§ How to complete this task: Lines with the string "أبراج" are to be identified in the listing and copied.
Excerpted records Start Marker
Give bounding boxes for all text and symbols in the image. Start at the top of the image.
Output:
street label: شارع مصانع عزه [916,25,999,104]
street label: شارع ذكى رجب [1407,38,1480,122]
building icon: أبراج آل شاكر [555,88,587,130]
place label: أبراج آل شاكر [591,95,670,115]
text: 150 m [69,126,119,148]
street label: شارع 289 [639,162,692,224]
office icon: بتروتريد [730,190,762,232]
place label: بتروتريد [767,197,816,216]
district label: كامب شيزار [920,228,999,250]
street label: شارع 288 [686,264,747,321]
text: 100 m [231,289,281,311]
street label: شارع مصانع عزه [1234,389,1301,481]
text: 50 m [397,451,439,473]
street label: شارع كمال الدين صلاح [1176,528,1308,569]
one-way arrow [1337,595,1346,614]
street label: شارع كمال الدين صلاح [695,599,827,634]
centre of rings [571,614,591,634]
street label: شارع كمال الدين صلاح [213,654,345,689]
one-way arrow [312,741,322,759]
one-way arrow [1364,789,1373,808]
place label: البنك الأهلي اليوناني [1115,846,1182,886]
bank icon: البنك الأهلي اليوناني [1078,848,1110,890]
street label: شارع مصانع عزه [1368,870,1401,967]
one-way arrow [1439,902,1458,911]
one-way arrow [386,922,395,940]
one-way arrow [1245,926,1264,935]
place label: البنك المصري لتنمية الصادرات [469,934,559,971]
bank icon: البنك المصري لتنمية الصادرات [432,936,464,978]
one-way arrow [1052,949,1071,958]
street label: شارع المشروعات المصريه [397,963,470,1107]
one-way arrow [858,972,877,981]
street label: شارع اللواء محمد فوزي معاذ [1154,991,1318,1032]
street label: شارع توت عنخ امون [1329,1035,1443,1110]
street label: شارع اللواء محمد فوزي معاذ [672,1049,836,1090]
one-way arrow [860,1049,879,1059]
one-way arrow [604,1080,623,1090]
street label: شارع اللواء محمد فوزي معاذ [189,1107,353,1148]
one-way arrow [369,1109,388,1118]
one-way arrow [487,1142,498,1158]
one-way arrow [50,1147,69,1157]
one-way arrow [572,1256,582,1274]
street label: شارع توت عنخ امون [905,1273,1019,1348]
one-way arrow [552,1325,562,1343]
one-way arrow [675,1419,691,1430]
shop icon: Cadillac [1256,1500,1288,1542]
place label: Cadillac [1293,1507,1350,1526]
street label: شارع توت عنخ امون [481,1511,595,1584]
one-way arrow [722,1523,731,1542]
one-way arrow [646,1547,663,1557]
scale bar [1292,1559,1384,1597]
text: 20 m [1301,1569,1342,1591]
Excerpted records End Marker
§ Output below:
building icon: أبراج آل شاكر [555,88,587,130]
place label: أبراج آل شاكر [591,95,670,115]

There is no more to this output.